単項マイナスと構文解析
単項マイナスとは 単項マイナスと括弧 括弧なし単項マイナスを許容する場合のBNF calcの場合
単項マイナスとは、式のなかに使われるマイナスで、その数字の符号を変えるためのものです。 例えば「−2」は2の符号をマイナスに変更する演算です。 「ー」には「引き算」を表す場合もありますが、単項マイナスの演算はそれではありません。 例をあげてみましょう。
単項マイナスと引き算のマイナスは異なる演算子ですから、違う文字を割り当てれば混乱しないのですが、習慣上同じ文字を使うことになってしまいました。

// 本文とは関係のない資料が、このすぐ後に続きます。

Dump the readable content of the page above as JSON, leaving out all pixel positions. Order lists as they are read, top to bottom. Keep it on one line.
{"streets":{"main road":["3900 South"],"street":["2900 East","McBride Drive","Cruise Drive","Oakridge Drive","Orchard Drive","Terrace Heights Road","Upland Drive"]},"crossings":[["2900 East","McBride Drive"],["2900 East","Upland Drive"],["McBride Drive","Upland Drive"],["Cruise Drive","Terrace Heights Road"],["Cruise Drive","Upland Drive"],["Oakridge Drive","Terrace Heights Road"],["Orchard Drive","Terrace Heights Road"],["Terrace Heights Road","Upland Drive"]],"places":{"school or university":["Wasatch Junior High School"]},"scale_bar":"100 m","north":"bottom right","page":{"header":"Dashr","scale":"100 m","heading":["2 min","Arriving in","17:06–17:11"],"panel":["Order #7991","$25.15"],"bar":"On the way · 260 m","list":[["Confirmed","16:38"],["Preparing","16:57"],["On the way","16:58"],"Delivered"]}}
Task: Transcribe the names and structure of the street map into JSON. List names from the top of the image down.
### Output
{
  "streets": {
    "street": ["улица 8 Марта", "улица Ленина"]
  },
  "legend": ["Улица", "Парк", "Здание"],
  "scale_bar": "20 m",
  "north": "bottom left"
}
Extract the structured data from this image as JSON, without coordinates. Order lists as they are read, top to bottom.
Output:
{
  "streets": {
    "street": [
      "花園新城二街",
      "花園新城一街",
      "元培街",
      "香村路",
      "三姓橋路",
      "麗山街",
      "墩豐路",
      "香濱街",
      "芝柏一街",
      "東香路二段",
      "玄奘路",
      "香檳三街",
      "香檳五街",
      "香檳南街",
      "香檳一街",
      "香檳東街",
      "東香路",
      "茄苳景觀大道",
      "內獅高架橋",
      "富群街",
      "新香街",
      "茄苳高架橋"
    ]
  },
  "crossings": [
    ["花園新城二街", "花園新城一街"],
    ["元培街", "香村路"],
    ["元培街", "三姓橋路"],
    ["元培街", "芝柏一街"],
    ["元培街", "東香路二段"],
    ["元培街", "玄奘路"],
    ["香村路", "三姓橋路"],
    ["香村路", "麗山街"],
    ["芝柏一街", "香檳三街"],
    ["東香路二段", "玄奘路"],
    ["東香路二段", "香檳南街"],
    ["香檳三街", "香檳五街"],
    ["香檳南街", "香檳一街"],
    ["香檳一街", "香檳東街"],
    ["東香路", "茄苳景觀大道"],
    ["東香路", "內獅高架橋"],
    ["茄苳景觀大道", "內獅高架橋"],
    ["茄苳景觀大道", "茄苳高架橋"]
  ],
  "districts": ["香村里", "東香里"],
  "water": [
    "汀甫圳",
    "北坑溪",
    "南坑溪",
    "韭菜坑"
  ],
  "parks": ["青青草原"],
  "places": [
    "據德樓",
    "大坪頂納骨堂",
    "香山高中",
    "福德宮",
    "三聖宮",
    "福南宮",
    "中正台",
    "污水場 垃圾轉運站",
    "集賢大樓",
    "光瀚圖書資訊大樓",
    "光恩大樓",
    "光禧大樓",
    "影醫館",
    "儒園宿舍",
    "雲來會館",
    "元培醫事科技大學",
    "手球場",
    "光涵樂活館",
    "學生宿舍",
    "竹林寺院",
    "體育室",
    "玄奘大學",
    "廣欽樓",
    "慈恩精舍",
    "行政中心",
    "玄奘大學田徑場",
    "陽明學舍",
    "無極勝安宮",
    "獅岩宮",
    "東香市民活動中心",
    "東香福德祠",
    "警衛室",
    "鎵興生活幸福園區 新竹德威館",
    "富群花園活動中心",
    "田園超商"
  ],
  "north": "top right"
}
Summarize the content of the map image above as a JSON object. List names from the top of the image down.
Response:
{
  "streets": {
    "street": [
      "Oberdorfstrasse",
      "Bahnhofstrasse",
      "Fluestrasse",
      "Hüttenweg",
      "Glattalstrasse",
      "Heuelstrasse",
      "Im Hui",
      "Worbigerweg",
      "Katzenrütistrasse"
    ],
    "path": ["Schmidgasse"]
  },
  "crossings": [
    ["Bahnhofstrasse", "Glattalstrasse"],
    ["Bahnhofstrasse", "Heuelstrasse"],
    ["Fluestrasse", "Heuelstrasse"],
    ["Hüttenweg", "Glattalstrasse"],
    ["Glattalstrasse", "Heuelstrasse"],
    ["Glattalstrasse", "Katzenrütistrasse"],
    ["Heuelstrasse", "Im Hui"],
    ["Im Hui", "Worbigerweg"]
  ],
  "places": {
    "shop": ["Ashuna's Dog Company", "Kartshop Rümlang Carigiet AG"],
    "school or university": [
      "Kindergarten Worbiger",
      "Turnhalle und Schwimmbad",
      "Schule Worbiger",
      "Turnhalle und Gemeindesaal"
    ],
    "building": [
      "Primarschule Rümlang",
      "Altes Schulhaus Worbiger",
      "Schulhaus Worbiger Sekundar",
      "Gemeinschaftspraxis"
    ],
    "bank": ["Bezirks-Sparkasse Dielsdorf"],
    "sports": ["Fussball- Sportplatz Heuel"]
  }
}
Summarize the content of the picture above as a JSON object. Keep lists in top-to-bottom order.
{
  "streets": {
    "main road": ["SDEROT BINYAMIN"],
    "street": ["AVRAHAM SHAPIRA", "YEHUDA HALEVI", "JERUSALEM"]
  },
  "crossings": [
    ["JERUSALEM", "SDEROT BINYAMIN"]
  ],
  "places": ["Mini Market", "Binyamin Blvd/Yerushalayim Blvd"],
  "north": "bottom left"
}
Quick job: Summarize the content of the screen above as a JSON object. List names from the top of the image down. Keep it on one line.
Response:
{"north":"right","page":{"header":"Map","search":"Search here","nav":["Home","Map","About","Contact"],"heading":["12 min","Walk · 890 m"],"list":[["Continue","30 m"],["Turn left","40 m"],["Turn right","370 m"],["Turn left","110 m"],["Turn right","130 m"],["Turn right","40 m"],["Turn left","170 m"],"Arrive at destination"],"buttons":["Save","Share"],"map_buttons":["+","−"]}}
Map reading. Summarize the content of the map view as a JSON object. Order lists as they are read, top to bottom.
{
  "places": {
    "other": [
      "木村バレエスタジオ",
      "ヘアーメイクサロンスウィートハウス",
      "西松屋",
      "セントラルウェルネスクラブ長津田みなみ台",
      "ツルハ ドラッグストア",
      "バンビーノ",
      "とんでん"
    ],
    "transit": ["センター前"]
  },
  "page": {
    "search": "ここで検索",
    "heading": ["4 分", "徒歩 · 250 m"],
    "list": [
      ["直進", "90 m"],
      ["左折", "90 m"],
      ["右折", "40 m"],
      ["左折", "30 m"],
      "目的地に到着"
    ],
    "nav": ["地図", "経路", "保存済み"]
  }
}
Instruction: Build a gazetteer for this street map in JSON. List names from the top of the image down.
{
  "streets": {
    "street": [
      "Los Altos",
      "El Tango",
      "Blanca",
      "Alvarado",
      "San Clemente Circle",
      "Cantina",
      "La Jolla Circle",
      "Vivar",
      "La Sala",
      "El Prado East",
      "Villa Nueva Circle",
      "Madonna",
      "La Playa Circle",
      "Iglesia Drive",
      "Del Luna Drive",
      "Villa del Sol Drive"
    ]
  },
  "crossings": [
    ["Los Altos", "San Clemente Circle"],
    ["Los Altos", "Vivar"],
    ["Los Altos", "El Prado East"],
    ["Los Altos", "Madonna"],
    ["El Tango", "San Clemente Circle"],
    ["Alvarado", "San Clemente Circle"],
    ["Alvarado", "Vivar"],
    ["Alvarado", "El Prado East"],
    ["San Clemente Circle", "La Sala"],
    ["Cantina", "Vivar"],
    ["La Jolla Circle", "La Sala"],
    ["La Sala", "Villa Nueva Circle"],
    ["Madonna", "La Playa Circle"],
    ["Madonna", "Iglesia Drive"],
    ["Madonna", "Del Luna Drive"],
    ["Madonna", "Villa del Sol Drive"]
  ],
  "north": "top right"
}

単項マイナスには括弧をつけるという数式記述上の習慣があります。
2+(-3)
2-(-3)
2*(-3)+6/(-3)
これは括弧なしで「2+−3」と書いたときに、それが「2+(−3)」とは分かりにくいという、人間の感覚上の問題があるからです。 実は、単項マイナスの優先順位を加減乗除よりも高くしておけば、曖昧にはなりません。
2+-3=2+(-3)=-1
2--3=2-(-3)=2+3=5
2*-3+6/-3=2*(-3)+6/(-3)=(-6)+(-2)=-8
人間と違って、コンピュータは見た目でなく、論理的に式を解析しますから、括弧なしでもきちんと式を解釈してくれます。 我々人間にとって、これは慣れの問題だと思うので、括弧なしの単項マイナスOKと決めてしまっても大丈夫なのではないでしょうか。
なお、数式の記述において単項マイナスの括弧を省略できるケースがあります。 それは数式の最初に単項マイナスがくる場合です。 例えば「−2*3+4」という式を考えてみましょう。 乗算と加算では乗算が優先するものとします。つまり、掛け算「*」は足し算「+」よりも前に計算します。 この式は2通りに解釈できますが、どちらも同じ結果になります。
-2*3+4 = (-2)*3+4 = -6+4 = -2
-2*3+4 = -(2*3)+4 = -6+4 = -2
このように解釈が分かれても結果が同じになるので、括弧を省略して良いわけです。 これは3項を足す場合に括弧がなくて良いのと同じ理由です。
1+2+3 = (1+2)+3 = 3+3 = 6
1+2+3 = 1+(2+3) = 1+5 = 6
このように加算は、左結合または右結合のいずれをとっても結果が同じになり、そのことから括弧を無しで書くことが許されます。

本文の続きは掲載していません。